> [Task instructions]:
Report each line from the listing that the string "turn" appears in.

=====

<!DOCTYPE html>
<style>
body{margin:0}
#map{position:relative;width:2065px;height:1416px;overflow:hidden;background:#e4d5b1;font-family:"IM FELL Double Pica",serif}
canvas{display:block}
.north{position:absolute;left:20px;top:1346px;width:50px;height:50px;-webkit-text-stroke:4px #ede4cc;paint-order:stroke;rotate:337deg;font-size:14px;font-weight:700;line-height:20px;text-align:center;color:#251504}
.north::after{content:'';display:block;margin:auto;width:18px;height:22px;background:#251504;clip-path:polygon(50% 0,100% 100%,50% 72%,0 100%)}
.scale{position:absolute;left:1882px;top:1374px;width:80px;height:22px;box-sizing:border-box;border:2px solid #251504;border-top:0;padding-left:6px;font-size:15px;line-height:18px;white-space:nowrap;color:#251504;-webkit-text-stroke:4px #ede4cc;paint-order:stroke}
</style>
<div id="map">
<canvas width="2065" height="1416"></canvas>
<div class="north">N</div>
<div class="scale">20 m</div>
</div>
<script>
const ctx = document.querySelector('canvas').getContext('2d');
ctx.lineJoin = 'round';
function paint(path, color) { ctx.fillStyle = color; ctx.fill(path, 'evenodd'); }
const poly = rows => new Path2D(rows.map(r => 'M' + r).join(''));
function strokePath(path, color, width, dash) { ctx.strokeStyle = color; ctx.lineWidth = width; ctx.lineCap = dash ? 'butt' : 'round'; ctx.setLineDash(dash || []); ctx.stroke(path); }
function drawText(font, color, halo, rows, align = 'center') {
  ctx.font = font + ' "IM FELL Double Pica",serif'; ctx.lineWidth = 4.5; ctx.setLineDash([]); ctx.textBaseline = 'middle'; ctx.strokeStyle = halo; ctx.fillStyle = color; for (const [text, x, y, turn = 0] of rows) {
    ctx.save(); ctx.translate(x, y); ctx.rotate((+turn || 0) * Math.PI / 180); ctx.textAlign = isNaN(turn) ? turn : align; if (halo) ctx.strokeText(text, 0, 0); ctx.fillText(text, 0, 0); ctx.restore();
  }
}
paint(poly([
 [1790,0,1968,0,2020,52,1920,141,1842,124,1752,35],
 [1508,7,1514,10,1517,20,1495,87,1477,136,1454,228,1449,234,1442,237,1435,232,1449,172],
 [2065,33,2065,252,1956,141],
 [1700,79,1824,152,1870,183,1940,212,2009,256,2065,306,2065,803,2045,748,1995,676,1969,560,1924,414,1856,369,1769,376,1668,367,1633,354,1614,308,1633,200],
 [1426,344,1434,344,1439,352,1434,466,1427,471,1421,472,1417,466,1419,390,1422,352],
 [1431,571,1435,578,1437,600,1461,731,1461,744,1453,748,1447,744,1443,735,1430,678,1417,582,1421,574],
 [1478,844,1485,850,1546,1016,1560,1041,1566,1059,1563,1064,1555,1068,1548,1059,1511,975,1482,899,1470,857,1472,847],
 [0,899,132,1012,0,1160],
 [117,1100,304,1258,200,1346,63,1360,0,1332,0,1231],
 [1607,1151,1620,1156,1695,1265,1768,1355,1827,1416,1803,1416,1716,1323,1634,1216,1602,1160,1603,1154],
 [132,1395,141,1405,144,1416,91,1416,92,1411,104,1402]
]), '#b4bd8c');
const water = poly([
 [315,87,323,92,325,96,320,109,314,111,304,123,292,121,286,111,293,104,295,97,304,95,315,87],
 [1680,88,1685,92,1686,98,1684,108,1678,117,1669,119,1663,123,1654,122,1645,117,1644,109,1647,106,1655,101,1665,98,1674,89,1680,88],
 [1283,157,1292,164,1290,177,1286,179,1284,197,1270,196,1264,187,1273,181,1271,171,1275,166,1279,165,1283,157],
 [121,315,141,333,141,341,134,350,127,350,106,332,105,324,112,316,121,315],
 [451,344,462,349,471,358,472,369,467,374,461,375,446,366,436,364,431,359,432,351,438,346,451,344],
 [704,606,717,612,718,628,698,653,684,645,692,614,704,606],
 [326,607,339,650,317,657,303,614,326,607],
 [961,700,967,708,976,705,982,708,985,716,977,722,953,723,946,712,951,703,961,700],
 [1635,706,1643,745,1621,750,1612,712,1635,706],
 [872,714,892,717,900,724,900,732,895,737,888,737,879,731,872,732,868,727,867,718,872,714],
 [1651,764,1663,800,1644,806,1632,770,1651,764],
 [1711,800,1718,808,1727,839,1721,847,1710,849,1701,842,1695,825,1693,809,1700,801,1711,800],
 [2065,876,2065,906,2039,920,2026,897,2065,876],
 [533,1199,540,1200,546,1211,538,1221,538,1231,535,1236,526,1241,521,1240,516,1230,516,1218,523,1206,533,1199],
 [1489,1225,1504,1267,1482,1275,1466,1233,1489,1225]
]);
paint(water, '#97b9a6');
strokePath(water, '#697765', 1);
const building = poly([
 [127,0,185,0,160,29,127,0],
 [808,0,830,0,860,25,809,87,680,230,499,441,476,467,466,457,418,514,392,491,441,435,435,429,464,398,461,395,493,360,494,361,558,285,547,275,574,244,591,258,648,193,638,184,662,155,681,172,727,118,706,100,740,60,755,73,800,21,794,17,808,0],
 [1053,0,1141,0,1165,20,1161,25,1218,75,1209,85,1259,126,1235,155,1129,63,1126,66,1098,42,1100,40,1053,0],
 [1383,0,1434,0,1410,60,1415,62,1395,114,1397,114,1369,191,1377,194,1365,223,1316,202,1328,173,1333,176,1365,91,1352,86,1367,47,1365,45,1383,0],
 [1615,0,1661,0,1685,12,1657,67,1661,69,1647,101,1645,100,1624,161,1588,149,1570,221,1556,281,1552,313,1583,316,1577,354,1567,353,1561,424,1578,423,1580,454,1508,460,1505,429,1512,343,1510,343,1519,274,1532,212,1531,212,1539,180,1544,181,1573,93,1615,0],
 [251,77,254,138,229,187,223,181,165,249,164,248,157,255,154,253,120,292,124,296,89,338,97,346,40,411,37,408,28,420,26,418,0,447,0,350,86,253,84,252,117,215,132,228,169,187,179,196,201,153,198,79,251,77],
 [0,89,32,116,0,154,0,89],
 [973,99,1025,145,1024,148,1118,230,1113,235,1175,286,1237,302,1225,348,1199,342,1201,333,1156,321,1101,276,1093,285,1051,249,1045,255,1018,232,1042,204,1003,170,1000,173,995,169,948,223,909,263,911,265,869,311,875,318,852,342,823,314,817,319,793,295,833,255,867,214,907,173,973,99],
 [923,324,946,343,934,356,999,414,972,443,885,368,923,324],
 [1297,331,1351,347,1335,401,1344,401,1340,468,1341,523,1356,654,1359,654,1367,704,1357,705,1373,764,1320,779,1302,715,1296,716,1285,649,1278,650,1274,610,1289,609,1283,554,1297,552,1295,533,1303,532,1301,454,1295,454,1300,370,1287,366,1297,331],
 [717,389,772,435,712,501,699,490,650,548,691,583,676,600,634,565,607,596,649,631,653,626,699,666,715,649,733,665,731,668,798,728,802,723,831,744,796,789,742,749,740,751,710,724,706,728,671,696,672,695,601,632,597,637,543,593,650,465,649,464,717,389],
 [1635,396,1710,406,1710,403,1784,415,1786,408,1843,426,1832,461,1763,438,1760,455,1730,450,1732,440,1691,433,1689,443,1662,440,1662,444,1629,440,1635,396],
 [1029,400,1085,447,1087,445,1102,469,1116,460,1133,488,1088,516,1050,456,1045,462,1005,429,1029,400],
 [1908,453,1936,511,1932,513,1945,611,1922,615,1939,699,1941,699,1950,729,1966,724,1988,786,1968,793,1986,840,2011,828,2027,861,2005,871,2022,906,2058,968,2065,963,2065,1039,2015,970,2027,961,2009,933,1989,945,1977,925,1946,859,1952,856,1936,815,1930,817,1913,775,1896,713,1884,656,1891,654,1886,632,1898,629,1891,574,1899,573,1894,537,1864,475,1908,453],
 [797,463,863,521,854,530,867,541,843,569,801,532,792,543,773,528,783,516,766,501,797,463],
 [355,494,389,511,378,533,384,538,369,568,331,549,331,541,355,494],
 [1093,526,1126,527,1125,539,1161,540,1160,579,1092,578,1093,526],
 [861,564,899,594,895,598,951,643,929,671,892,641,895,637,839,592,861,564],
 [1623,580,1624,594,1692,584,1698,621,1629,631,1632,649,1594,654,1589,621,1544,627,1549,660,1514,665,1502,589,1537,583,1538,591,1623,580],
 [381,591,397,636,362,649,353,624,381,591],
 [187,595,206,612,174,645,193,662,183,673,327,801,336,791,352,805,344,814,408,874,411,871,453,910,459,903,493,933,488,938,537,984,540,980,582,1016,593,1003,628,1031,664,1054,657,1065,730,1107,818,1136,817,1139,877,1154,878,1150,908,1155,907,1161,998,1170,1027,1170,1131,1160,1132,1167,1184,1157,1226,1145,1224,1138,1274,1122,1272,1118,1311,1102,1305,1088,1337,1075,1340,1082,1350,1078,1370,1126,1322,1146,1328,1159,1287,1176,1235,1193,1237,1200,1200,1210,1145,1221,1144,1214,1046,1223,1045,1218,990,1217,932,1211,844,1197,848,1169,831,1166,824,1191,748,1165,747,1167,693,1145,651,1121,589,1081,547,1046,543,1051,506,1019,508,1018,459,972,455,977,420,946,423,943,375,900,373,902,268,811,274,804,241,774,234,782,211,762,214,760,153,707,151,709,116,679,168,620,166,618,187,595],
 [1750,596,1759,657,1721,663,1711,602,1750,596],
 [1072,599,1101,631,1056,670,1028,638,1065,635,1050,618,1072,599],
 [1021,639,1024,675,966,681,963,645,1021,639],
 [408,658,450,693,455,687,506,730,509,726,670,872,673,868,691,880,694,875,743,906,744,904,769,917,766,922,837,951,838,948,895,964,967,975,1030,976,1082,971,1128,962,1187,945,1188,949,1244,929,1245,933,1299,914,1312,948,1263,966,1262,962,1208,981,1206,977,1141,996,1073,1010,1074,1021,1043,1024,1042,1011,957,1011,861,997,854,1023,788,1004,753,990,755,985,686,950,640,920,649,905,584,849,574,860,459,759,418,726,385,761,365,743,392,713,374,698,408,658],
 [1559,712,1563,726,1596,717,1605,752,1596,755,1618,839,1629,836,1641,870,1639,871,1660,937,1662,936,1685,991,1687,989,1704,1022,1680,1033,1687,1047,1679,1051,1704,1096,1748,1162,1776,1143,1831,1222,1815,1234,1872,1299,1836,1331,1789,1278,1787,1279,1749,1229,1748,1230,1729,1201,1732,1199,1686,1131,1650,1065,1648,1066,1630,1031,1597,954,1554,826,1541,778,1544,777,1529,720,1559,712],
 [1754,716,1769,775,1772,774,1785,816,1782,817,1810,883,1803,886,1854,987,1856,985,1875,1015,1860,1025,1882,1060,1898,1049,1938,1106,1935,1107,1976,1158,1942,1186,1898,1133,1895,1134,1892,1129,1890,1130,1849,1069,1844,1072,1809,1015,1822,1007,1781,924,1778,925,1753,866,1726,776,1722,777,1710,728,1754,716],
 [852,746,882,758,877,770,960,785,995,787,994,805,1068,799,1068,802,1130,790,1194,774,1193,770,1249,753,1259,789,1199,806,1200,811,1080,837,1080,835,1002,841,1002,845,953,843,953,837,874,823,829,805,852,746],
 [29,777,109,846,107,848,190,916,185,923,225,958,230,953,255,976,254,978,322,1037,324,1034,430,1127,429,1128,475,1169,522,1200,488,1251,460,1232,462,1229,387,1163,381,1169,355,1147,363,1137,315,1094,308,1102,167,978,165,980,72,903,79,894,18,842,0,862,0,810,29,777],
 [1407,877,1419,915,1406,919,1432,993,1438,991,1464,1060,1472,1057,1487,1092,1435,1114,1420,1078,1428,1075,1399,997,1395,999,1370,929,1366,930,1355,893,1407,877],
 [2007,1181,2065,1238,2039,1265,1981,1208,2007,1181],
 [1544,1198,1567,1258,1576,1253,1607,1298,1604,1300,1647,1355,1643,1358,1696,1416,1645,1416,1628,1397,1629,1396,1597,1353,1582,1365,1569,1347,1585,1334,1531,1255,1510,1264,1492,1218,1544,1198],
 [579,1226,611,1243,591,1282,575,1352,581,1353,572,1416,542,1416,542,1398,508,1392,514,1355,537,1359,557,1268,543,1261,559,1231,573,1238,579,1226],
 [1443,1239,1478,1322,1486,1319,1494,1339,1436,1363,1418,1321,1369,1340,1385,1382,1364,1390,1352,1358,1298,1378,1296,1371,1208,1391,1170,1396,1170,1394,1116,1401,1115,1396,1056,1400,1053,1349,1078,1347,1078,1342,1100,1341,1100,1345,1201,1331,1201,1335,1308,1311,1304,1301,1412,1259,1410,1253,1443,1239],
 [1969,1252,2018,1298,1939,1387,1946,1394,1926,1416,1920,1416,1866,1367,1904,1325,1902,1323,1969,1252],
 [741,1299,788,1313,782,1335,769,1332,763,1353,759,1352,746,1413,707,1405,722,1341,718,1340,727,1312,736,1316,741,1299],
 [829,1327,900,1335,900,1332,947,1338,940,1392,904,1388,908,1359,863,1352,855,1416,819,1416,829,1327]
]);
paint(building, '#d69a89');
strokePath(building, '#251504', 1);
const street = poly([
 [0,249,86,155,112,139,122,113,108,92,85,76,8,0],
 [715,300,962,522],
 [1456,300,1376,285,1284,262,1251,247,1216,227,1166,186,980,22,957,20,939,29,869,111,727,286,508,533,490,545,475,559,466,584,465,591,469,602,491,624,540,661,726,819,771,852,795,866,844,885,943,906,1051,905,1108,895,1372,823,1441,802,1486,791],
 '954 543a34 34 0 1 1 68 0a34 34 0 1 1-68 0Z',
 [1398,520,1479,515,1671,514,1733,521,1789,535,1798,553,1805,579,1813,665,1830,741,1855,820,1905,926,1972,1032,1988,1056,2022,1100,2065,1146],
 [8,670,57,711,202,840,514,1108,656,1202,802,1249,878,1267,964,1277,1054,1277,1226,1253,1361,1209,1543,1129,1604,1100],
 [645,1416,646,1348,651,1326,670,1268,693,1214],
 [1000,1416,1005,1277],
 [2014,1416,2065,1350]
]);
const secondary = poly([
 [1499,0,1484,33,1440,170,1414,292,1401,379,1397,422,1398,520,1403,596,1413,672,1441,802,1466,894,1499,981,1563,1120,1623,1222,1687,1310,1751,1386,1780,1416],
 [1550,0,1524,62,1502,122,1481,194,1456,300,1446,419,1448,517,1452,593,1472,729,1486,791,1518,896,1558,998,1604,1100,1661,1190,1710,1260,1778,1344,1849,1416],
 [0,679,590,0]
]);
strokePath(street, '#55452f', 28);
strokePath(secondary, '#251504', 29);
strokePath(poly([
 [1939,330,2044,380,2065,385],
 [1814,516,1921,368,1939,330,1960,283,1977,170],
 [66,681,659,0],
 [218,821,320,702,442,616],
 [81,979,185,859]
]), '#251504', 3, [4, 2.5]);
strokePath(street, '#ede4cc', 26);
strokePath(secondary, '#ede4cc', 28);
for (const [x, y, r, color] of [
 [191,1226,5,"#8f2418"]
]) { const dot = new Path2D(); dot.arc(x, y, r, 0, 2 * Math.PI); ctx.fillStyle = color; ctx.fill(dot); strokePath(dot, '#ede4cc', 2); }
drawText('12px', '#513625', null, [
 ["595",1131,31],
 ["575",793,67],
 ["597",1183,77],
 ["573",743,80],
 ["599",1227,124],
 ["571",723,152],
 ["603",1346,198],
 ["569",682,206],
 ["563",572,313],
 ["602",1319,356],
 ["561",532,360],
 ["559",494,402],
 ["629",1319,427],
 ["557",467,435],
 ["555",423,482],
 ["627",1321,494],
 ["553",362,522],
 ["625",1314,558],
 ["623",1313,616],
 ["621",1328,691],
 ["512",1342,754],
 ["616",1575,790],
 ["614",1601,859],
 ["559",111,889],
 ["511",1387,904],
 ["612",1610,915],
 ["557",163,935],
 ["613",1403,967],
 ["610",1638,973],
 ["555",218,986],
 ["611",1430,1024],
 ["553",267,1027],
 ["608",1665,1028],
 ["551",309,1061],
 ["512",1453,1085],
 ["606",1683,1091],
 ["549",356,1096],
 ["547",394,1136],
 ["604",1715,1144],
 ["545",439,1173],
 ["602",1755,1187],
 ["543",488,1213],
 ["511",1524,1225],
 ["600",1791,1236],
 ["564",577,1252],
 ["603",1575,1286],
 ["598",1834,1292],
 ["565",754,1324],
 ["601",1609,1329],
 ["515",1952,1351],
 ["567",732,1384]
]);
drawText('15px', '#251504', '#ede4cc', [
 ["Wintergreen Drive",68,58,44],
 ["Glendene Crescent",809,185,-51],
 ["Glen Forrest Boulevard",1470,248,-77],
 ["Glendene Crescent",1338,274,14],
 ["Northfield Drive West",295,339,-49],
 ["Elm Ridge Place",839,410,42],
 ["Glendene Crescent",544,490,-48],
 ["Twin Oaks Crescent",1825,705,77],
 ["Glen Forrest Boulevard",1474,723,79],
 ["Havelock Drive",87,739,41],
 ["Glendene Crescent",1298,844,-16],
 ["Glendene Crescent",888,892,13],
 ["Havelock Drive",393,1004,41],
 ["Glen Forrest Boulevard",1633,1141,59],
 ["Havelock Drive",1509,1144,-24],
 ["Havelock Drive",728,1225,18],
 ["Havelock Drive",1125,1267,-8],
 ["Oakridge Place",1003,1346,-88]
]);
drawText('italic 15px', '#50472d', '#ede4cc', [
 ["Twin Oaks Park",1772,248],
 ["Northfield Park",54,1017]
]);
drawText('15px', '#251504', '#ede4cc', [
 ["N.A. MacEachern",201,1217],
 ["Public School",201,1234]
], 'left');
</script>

=====

> [Result of the exercise]:
  ctx.font = font + ' "IM FELL Double Pica",serif'; ctx.lineWidth = 4.5; ctx.setLineDash([]); ctx.textBaseline = 'middle'; ctx.strokeStyle = halo; ctx.fillStyle = color; for (const [text, x, y, turn = 0] of rows) {
    ctx.save(); ctx.translate(x, y); ctx.rotate((+turn || 0) * Math.PI / 180); ctx.textAlign = isNaN(turn) ? turn : align; if (halo) ctx.strokeText(text, 0, 0); ctx.fillText(text, 0, 0); ctx.restore();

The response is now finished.